• Le Maître Ardoisier ; Françoise Bourdon

    « J'étais comme toi. Rebelle, prête à tout pour faire ce dont j'avais envie. Et puis en prenant de l'âge, j'ai appris à composer, à faire des concessions. C'est dans l'ordre des choses. »

    Le Maître Ardoisier ; Françoise Bourdon

    Publié en 2015

    Editions Pocket

    320 pages

    Résumé : 

    Si aride que soit cette terre ardennaise, la vie s'y est implantée grâce à de vivaces industries. L'orgueil de ce pays, c'est cette pierre indispensable appelée ardoise. 
    Depuis les années 1860, près de Charleville, les ardoisières d'Eugène Warlet font vivre tout un bourg. Pour lui succéder, il y'a son neveu Bertrand, homme aux manières brutales. Les « écaillons » ne l'acceptent pas et lui préfèrent sa tante Benjamine, une « vraie fille de l'ardoise », elle. Alors, malgré l'hostilité familiale, Benjamine va devoir se battre pour l'entreprise Warlet. 

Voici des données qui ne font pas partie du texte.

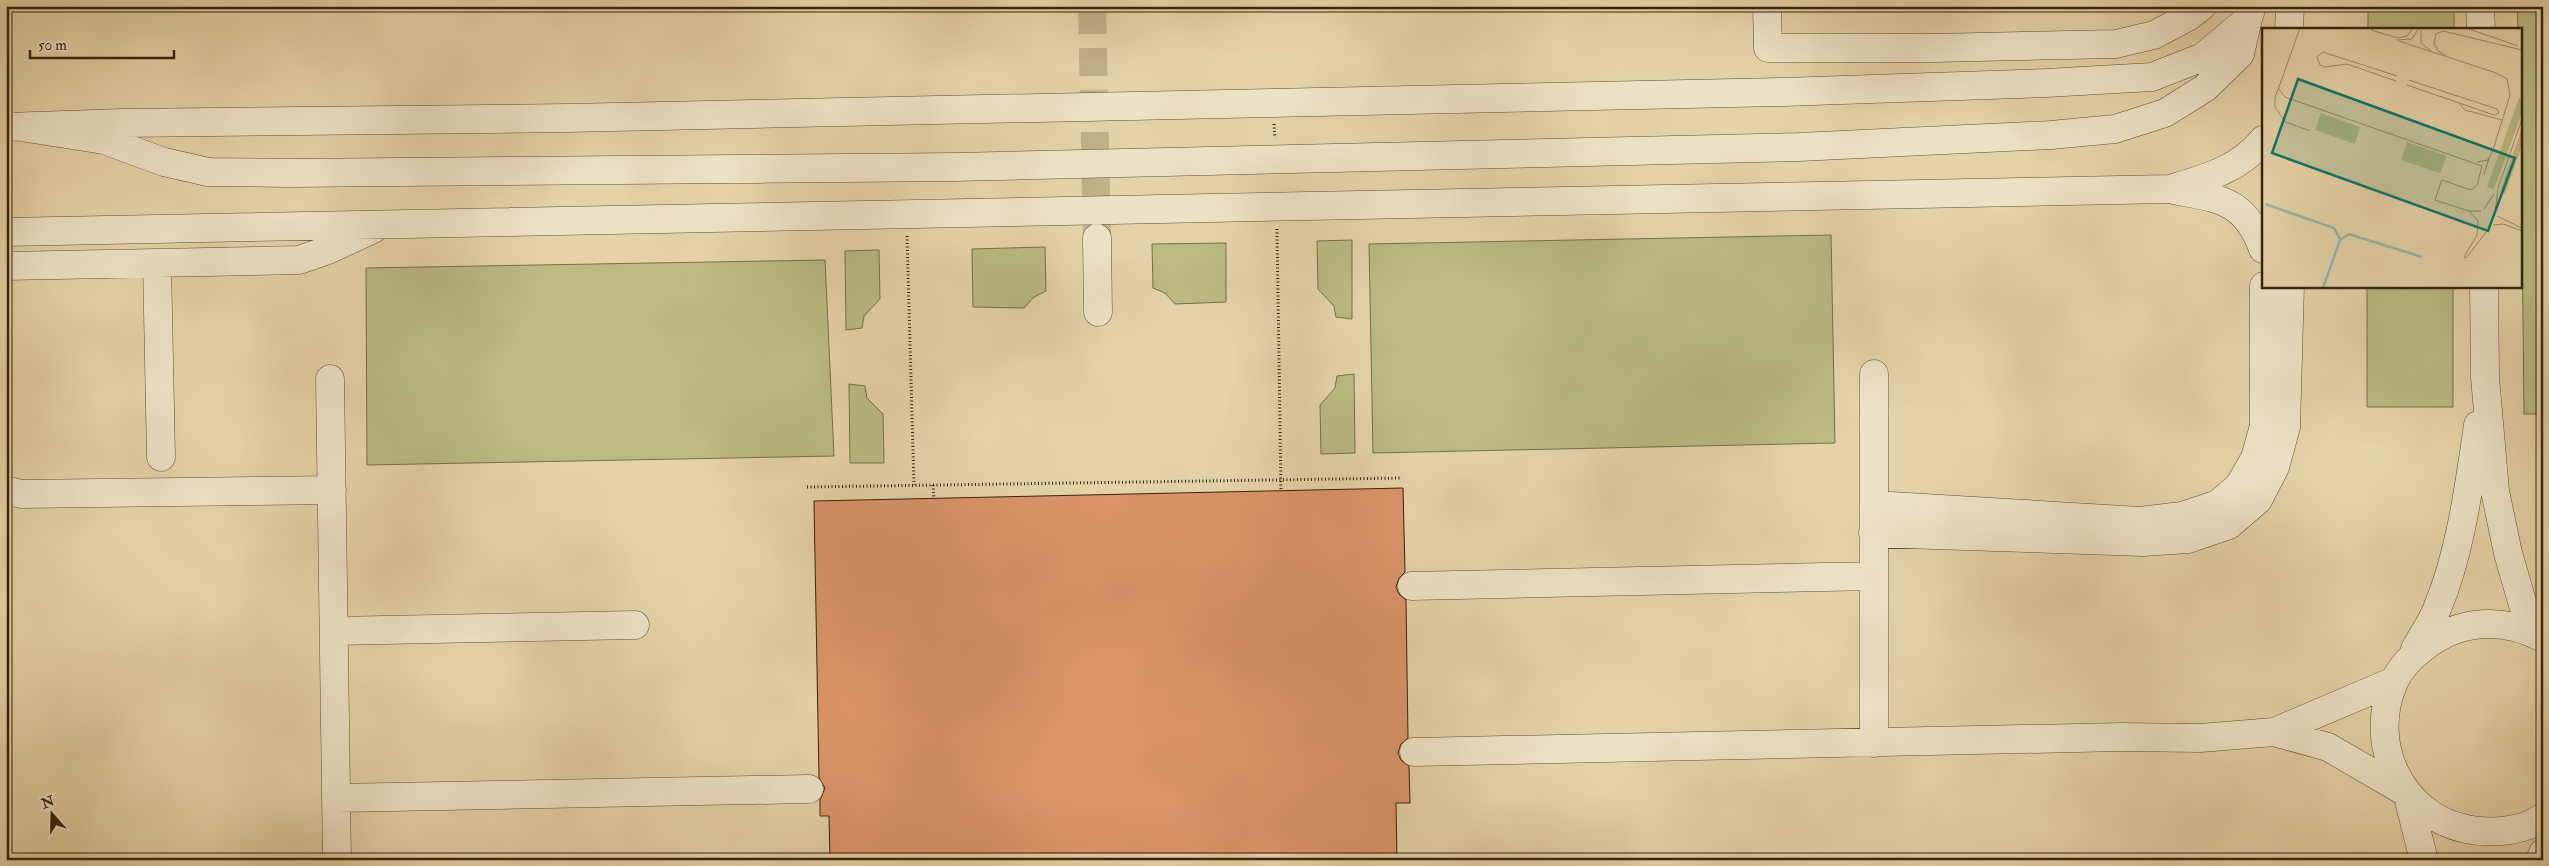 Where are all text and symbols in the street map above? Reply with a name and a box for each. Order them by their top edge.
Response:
scale bar [30,28,174,60]
inset map [2262,28,2522,288]
text: 50 m [38,36,67,55]
north arrow [28,788,78,838]
text: N [38,792,57,813] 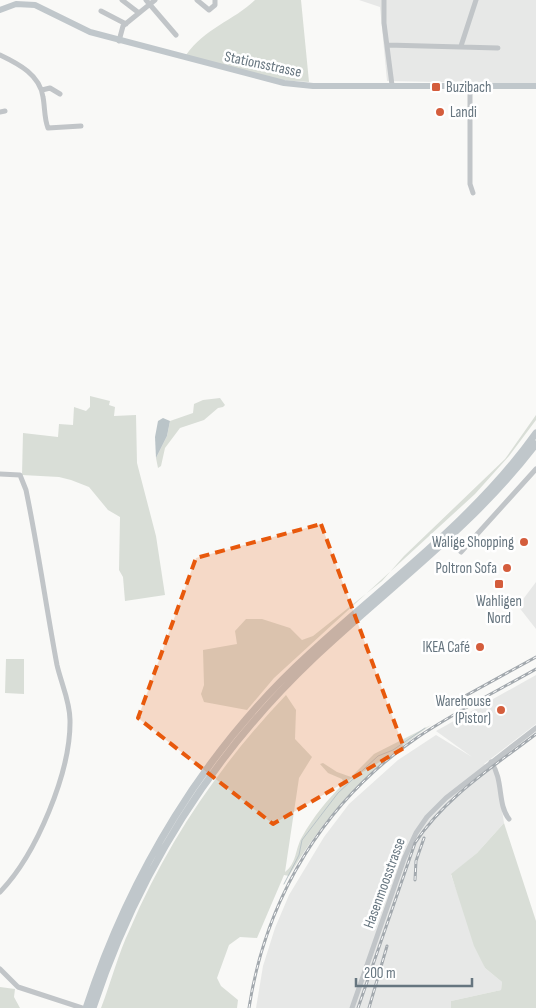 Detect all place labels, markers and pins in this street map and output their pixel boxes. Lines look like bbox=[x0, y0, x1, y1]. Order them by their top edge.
place label: Buzibach bbox=[446, 78, 492, 97]
marker: Buzibach bbox=[430, 81, 442, 93]
place label: Landi bbox=[450, 103, 477, 122]
marker: Landi bbox=[434, 106, 446, 118]
place label: Walige Shopping bbox=[432, 533, 514, 552]
marker: Walige Shopping bbox=[518, 536, 530, 548]
place label: Poltron Sofa bbox=[435, 559, 497, 578]
marker: Poltron Sofa bbox=[501, 562, 513, 574]
marker: Wahligen Nord bbox=[493, 578, 505, 590]
place label: Wahligen Nord bbox=[476, 592, 522, 628]
place label: IKEA Café bbox=[423, 638, 470, 657]
marker: IKEA Café bbox=[474, 641, 486, 653]
place label: Warehouse (Pistor) bbox=[435, 692, 491, 728]
marker: Warehouse (Pistor) bbox=[495, 704, 507, 716]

    NB de la blogueuse : Le résumé de quatrième de couverture de mon édition comportant quelques erreurs, je me suis permise de les corriger tout en conservant la trame des éditions Pocket. Pour info, Benjamine n'est pas la sœur de Bertrand, mais bien sa tante. 

    Ma Note : ★★★★★★★★★★ 

    Mon Avis :

    Au début des années 1860, dans les Ardennes, la famille Warlet vit de l'extraction de l'ardoise et Eugène, le père, se désole de voir que son héritier n'a aucun goût pour cela. Soutenu par sa mère, Louis Warlet refuse catégoriquement de s'intéresser aux mines. En désespoir de cause c'est donc à sa fille, Benjamine, que le patron va transmettre son savoir et sa passion. Mais cette transmission ne se fera pas sans mal, surtout quand Benjamine, ébranlée par un accident survenu dans l'une des fosses, décide de laisser les rênes à son neveu, Bertrand, ambitieux mais indifférent aux ardoisières et aux ouvriers, ne comptant que sur le profit.
    Le Maître Ardoisier est un roman historique et de terroir, mâtiné de roman industriel et de saga familiale. Ça fait beaucoup pour un petit roman de moins de 350 pages mais force est de constater que l'auteure se débrouille bien ! Je dirais que Le Maître Ardoisier a les défauts de ses qualités mais, dans l'ensemble, ça reste une bonne lecture. J'ai toujours beaucoup aimé les romans dits de terroir. J'ai lu, dans ce genre-là, du bon comme du plus mauvais. Je crois qu'on a tendance à considérer ces romans comme une littérature un peu moins digne d'intérêt que d'autres genres et c'est dommage parce que certains romans valent le coup ! Personnellement, l'aspect historique de ces romans a toujours su, sinon me séduire, du moins attirer mon attention. En général, les romans de terroir sont de beaux hommages à une région qui fait partie intégrante des personnages. C'est le cas ici. Dans Le Maître Ardoisier, les Ardennes sont au centre du récit et, pour moi qui vis dans le Sud-Ouest de la France et ne connaît pas du tout cette région et ses particularités, ce fut une véritable découverte ! A l'époque, c'est effectivement dans ces régions du Nord et de l'Est que se développe l'industrialisation de la France, que l'on va exploiter les mines de charbon ou, comme ici, les filons d'ardoise, dont la qualité bientôt, s'avère être proche de celle d'Angers. La présence de la frontière, toute proche, permet aussi à ces régions industrielles, de créer des liens commerciaux durables avec la Belgique toute proche mais aussi les Pays Bas et les pays du nord de l'Europe.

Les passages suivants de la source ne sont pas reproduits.